Evlenmeyle eşler arasında kurulan aile birliğinin taraflara yüklediği ödevlerin ihlali veya yerine getirilmemesi durumunda bu yükümlülüğü yerine getirmeyen eş yönünden, Türk Medeni Kanunundaki sonuçları, boşanma ve boşanma sebebi olması durumunda, bu olaylar yüzünden kişilik haklarının saldırıya uğraması halinde manevi tazminat talep edilebileceğidir. BK. 49. (TBK.58) maddesinde “Şahsiyet hakkı hukuka aykırı bir şekilde tecavüze uğrayan kişi, uğradığı manevi zarara karşılık manevi tazminat namıyla bir miktar para ödenmesini dava edebilir”.
Somut olaya gelince, davalının ve dava dışı eşin davacıya yönelik ve aldatmak suretiyle sadakatsizlik mahiyetindeki davranışlarının, manevi tazminatı gerektirip gerektirmeyeceğinin tartışılması gereklidir.

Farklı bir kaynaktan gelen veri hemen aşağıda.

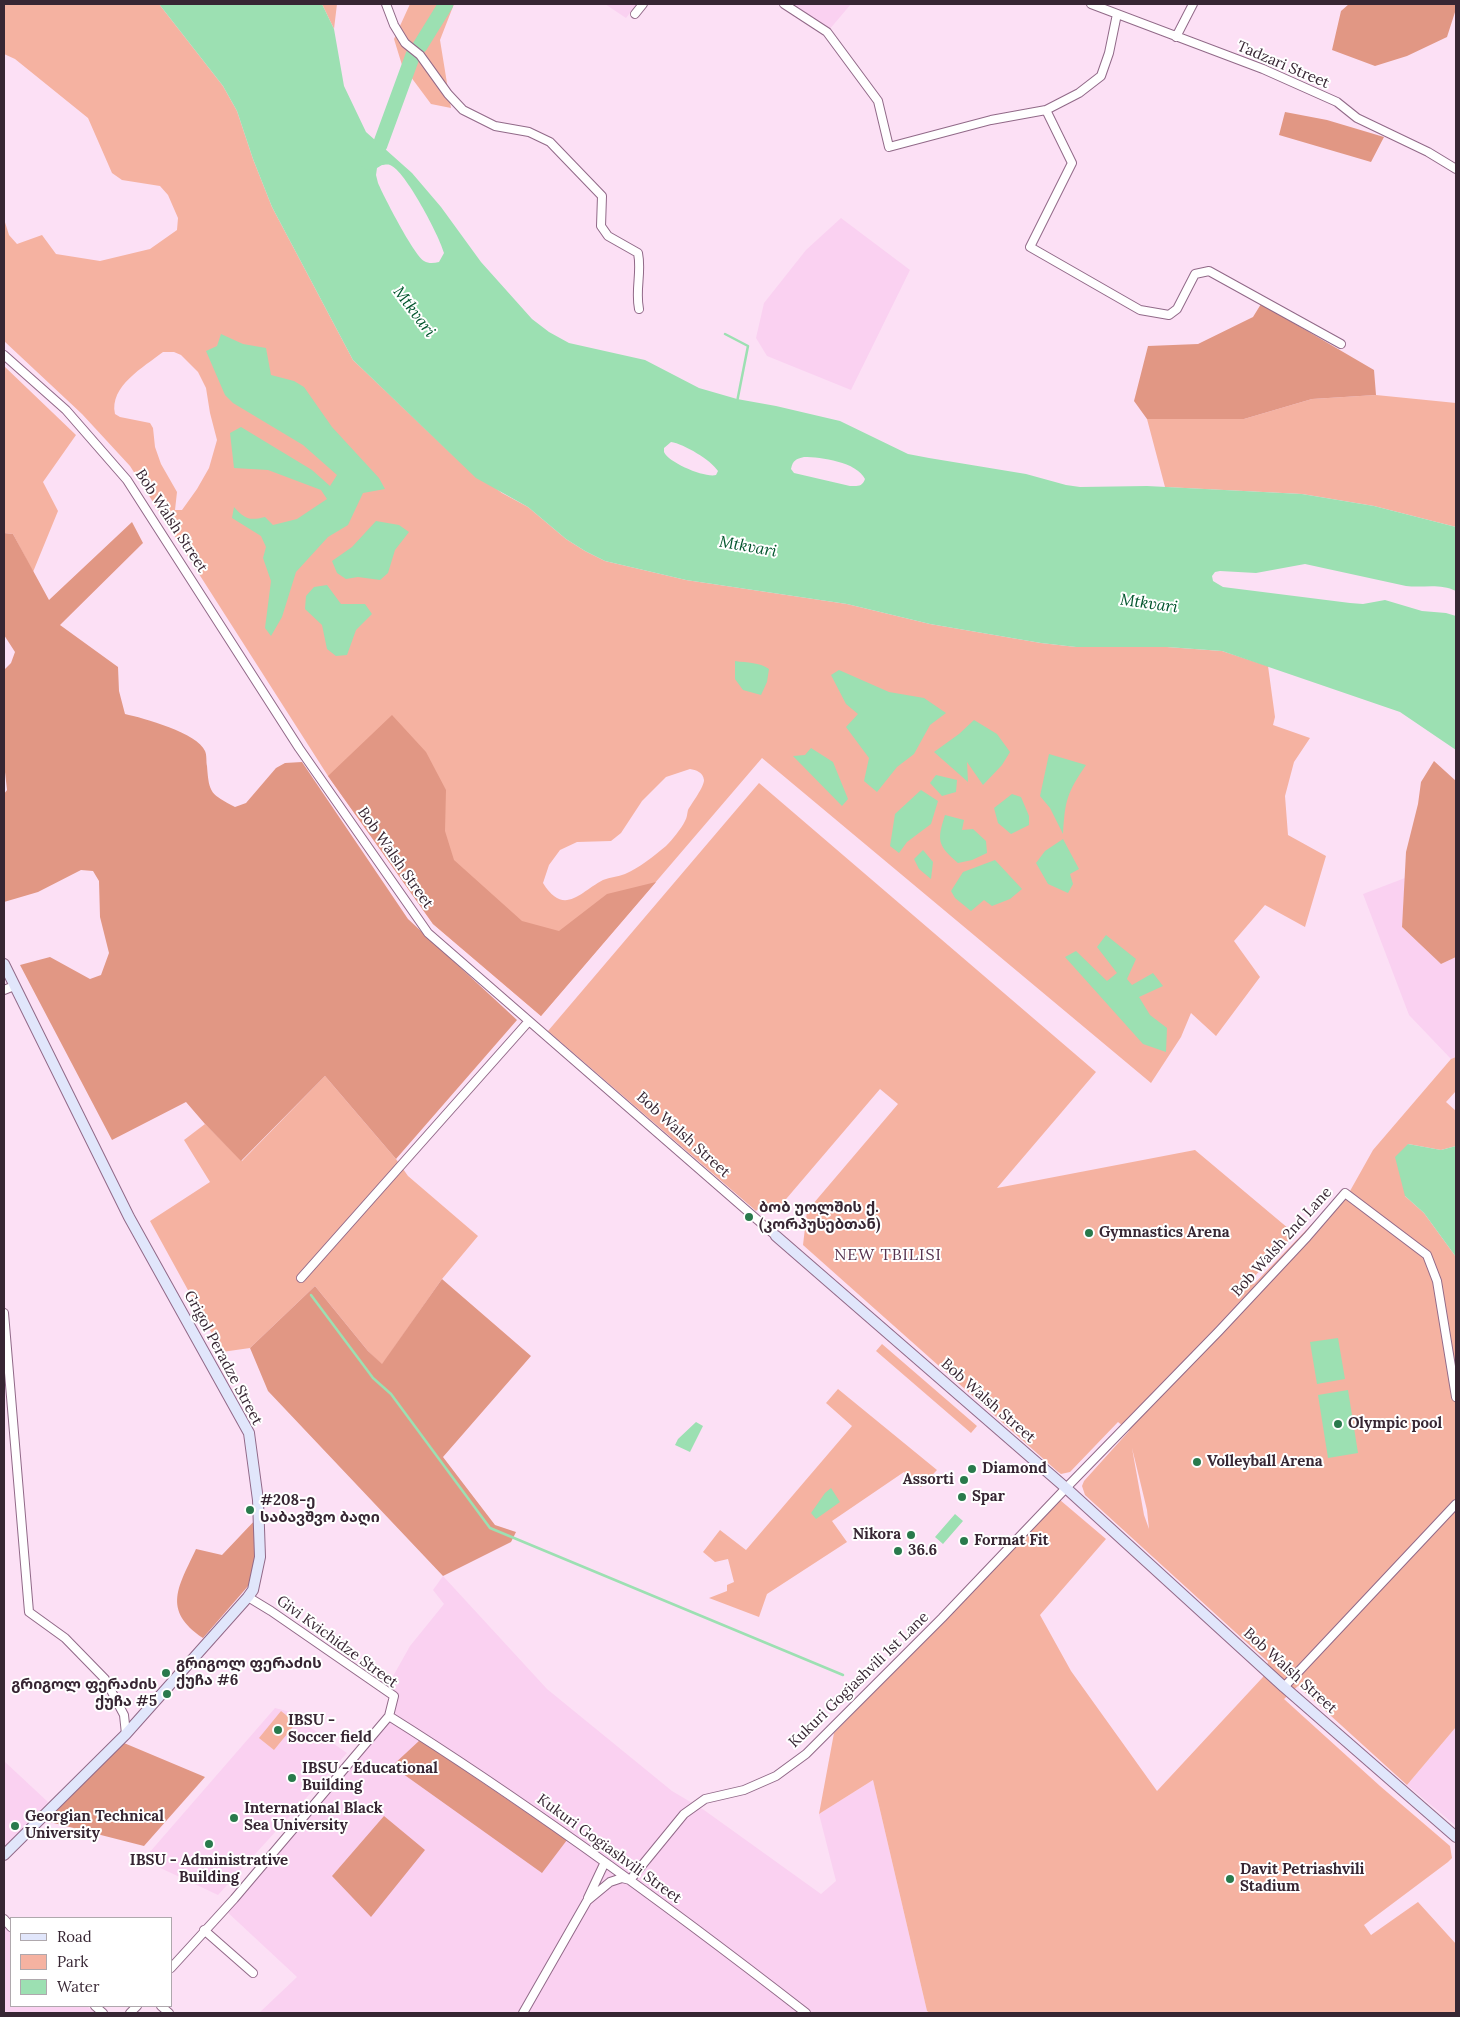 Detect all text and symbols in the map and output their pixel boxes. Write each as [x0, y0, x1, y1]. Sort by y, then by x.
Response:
street label: Tadzari Street [1234, 37, 1332, 93]
water label: Mtkvari [389, 283, 439, 341]
street label: Bob Walsh Street [131, 466, 211, 576]
water label: Mtkvari [718, 532, 778, 562]
water label: Mtkvari [1119, 590, 1179, 618]
street label: Bob Walsh Street [353, 804, 437, 912]
street label: Bob Walsh Street [633, 1088, 733, 1182]
street label: Bob Walsh 2nd Lane [1228, 1184, 1336, 1300]
place label: ბობ უოლშის ქ. (კორპუსებთან) [759, 1199, 880, 1234]
marker: ბობ უოლშის ქ. (კორპუსებთან) [743, 1211, 755, 1223]
place label: Gymnastics Arena [1099, 1224, 1230, 1242]
marker: Gymnastics Arena [1083, 1227, 1095, 1239]
district label: NEW TBILISI [833, 1245, 943, 1265]
street label: Grigol Peradze Street [180, 1288, 266, 1428]
street label: Bob Walsh Street [937, 1355, 1039, 1447]
place label: Olympic pool [1348, 1415, 1442, 1433]
marker: Olympic pool [1332, 1418, 1344, 1430]
place label: Volleyball Arena [1207, 1453, 1323, 1471]
marker: Volleyball Arena [1191, 1456, 1203, 1468]
place label: Diamond [982, 1460, 1047, 1478]
marker: Diamond [966, 1463, 978, 1475]
place label: Assorti [903, 1471, 954, 1489]
marker: Assorti [958, 1474, 970, 1486]
place label: Spar [972, 1488, 1005, 1506]
marker: Spar [956, 1491, 968, 1503]
place label: #208-ე საბავშვო ბაღი [260, 1492, 380, 1527]
marker: #208-ე საბავშვო ბაღი [244, 1504, 256, 1516]
place label: Nikora [853, 1526, 901, 1544]
marker: Nikora [905, 1529, 917, 1541]
place label: Format Fit [974, 1532, 1049, 1550]
marker: Format Fit [958, 1535, 970, 1547]
place label: 36.6 [908, 1542, 937, 1560]
marker: 36.6 [892, 1545, 904, 1557]
street label: Givi Kvichidze Street [273, 1592, 401, 1692]
street label: Kukuri Gogiashvili 1st Lane [785, 1608, 933, 1752]
street label: Bob Walsh Street [1240, 1624, 1340, 1718]
place label: გრიგოლ ფერაძის ქუჩა #6 [176, 1655, 322, 1690]
marker: გრიგოლ ფერაძის ქუჩა #6 [160, 1667, 172, 1679]
place label: გრიგოლ ფერაძის ქუჩა #5 [11, 1676, 157, 1711]
marker: გრიგოლ ფერაძის ქუჩა #5 [161, 1688, 173, 1700]
place label: IBSU - Soccer field [288, 1712, 372, 1747]
marker: IBSU - Soccer field [272, 1724, 284, 1736]
place label: IBSU - Educational Building [302, 1760, 438, 1795]
marker: IBSU - Educational Building [286, 1772, 298, 1784]
street label: Kukuri Gogiashvili Street [533, 1791, 685, 1907]
place label: International Black Sea University [244, 1800, 383, 1835]
place label: Georgian Technical University [25, 1808, 164, 1843]
marker: International Black Sea University [228, 1812, 240, 1824]
marker: Georgian Technical University [9, 1820, 21, 1832]
marker: IBSU - Administrative Building [203, 1838, 215, 1850]
place label: IBSU - Administrative Building [130, 1852, 288, 1887]
place label: Davit Petriashvili Stadium [1240, 1861, 1365, 1896]
marker: Davit Petriashvili Stadium [1224, 1873, 1236, 1885]
legend [10, 1917, 172, 2007]
text: Road [57, 1927, 92, 1946]
text: Park [57, 1952, 88, 1971]
text: Water [57, 1977, 99, 1996]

Yukarıda incelenen yasa maddeleri uyarınca, davacının dava dışı eşinin TMK’nın evlenmeyle eşe yüklediği ödevler arasında bulunan sadakat yükümlülüğünü ihlali nedeniyle, yasanın 185. ve 174. maddeleri uyarınca boşanma sebebi ve istek halinde manevi tazminatı gerektirir nitelikte olduğu kuşkusuzdur. TMK’daki düzenleme, dava dışı eşin evlenme ile kurulan aile birliğinin tarafı olması sıfatından kaynaklanmaktadır. Zira dava dışı eş kendi iradesi ile bu birliğin tarafı olmayı kabul etmiş ve yasanın kendisine yüklediği hak ve yükümlülükler altına girmiştir.
Davalının eyleminin manevi tazminatı gerektirip gerektirmeyeceğine gelince, davalının doğrudan davacının bedensel veya ruhsal bütünlüğüne yönelik hukuka aykırı bir fiilde bulunduğundan söz edilemez. Söz konusu Yasada yükümlülüğünü ihlal eden eşin eylemini birlikte gerçekleştirdiği kişiler yönünden herhangi bir düzenleme getirilmemiştir.
Dava konusu eylemin gerçekleştiği tarih itibariyle yürürlükte bulunan 818 sayılı BK’nun müteselsil sorumluluğa ilişkin hükümlerinin de uygulanma imkanı bulunmamaktadır. Zira sözkonusu yasanın 50. maddesinde haksız fiil nedeniyle müteselsilen sorumluluğuna gidilebilecekler gösterilmiştir. Yukarıda açıklanan yasal duruma göre, davalı zararın meydana gelmesinden asli olarak sorumlu tutulamaz. Yine yasa hükmünün aradığı anlamda iştirak hali de düşünülemez. İştiraken işlenebilir bir eylemin varlığının kabul edilebilmesi için, eylemin müstakilen ve asli olarak da işlenebilir olması gerekir. Ayrıca haksız fiil sorumluluğunu, geniş ve belirsiz bir kavram olan sadakat yükümlülüğünü ihlal etmeye iştirak çerçevesinde değerlendirmek, bu sorumluluğu belirsiz hale getirecektir.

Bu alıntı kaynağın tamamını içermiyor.